Please report each line in the material below that includes "shadow".
** Opening Provided entries block **
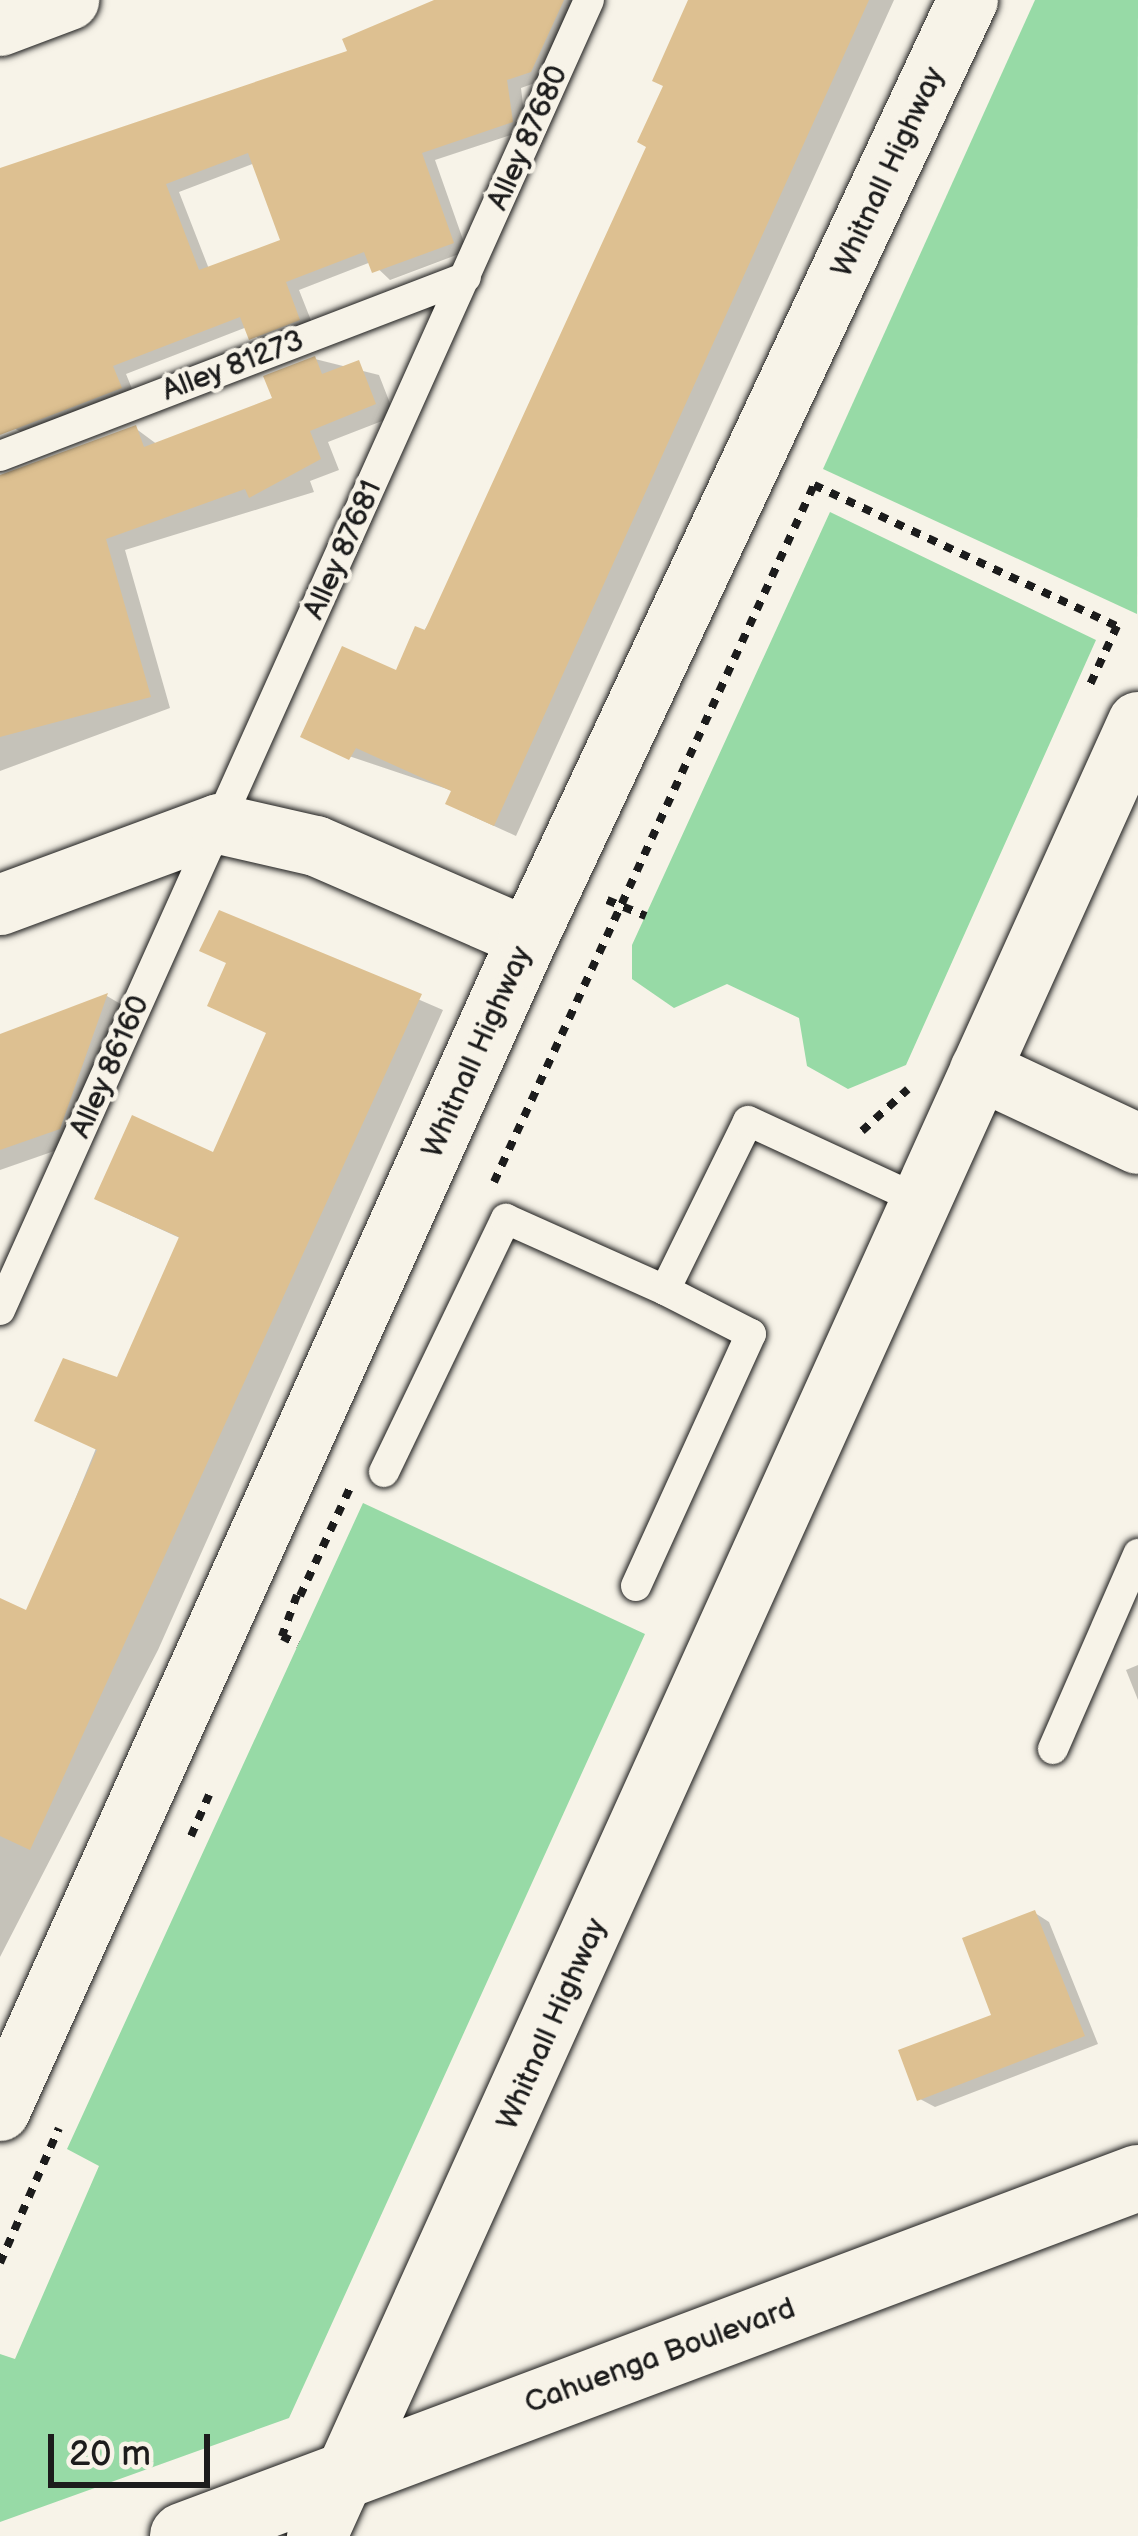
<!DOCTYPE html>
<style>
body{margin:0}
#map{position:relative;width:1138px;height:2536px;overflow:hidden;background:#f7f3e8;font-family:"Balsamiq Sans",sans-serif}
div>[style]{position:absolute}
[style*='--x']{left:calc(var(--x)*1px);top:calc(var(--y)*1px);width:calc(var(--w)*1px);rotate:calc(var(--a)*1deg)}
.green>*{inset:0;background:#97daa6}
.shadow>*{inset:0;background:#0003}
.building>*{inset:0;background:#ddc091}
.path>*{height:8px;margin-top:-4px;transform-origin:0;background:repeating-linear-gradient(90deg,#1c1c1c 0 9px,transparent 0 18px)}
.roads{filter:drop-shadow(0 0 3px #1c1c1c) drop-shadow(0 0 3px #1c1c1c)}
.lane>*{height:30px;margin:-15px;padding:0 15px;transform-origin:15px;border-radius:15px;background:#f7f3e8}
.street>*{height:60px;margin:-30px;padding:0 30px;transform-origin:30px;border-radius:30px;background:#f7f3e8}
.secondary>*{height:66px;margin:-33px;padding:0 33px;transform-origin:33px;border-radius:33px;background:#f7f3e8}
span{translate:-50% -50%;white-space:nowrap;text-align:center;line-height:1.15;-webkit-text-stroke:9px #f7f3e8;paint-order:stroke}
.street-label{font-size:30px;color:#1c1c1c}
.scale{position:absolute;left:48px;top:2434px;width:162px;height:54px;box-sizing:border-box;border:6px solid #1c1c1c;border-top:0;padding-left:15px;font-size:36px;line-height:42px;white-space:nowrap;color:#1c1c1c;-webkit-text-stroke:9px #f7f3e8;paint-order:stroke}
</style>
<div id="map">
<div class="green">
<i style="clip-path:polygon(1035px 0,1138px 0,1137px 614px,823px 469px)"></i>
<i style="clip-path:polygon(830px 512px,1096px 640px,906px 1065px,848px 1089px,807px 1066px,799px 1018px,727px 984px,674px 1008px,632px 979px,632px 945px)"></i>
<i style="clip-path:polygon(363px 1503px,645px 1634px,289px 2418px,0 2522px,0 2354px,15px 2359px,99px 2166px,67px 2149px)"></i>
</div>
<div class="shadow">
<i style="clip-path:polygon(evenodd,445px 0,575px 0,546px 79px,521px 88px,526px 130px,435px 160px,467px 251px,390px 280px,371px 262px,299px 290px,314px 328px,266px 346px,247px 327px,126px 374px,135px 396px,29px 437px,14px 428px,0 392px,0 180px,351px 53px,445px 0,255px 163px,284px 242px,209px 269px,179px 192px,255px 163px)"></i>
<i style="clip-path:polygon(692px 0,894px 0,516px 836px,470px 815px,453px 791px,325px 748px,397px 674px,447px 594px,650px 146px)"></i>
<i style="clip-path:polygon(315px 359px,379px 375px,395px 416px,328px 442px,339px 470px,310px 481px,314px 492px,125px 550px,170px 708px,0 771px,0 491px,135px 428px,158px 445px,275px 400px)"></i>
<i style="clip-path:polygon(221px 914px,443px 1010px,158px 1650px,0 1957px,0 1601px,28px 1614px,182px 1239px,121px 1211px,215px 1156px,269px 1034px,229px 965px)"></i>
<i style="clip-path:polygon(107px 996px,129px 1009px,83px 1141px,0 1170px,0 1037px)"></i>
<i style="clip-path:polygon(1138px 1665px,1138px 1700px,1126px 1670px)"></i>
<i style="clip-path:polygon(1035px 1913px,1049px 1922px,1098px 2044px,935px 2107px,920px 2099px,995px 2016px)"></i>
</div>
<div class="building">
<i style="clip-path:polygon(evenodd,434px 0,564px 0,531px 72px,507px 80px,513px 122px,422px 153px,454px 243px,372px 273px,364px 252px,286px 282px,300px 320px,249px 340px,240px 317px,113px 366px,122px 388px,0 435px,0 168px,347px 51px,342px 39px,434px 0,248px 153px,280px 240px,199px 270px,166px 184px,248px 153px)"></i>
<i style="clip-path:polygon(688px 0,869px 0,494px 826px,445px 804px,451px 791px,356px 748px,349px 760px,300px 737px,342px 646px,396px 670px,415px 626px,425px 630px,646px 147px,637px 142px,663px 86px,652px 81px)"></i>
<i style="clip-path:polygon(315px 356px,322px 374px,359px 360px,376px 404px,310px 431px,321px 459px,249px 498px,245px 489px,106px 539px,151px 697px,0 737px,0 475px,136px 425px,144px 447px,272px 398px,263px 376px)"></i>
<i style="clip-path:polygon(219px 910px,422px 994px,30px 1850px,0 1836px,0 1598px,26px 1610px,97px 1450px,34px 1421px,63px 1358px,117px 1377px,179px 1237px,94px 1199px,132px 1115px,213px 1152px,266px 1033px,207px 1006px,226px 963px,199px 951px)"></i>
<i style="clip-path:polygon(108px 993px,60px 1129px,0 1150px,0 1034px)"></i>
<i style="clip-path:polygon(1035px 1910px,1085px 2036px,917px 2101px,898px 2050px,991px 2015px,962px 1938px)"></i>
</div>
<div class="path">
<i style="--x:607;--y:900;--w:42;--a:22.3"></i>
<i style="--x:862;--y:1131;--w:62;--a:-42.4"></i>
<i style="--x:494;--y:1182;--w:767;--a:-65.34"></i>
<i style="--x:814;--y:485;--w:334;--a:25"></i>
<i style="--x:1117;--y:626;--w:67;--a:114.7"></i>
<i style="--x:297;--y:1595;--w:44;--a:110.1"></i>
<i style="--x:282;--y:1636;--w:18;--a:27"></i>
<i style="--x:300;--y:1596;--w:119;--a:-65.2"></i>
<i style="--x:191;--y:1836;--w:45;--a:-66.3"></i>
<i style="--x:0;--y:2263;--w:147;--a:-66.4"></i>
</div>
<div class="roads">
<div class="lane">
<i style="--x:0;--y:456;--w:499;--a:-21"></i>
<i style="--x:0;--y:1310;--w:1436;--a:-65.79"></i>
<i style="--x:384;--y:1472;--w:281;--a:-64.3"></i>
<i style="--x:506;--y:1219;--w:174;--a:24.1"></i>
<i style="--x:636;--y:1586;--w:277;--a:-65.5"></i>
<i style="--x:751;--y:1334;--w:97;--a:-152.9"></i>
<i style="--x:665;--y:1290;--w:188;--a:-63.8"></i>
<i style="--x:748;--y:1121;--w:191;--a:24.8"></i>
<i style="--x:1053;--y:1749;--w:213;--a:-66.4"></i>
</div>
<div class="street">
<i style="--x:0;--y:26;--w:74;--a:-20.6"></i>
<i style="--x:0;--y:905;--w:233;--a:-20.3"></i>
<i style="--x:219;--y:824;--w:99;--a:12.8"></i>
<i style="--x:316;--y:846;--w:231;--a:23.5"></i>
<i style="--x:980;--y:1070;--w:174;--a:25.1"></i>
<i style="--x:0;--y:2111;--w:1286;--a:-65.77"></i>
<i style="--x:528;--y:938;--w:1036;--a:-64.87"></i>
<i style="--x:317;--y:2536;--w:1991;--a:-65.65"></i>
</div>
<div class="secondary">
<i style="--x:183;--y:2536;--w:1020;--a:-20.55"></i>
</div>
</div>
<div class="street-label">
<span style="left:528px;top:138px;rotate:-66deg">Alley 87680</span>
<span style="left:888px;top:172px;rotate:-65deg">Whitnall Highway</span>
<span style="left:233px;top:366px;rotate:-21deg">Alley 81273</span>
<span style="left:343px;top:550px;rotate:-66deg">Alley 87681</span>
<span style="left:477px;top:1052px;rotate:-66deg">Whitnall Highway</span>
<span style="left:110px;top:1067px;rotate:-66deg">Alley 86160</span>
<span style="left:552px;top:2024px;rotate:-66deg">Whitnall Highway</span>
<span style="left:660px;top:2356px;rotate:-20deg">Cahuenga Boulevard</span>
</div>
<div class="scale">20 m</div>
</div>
** Closing Provided entries block **
## Task result:
.shadow>*{inset:0;background:#0003}
.roads{filter:drop-shadow(0 0 3px #1c1c1c) drop-shadow(0 0 3px #1c1c1c)}
<div class="shadow">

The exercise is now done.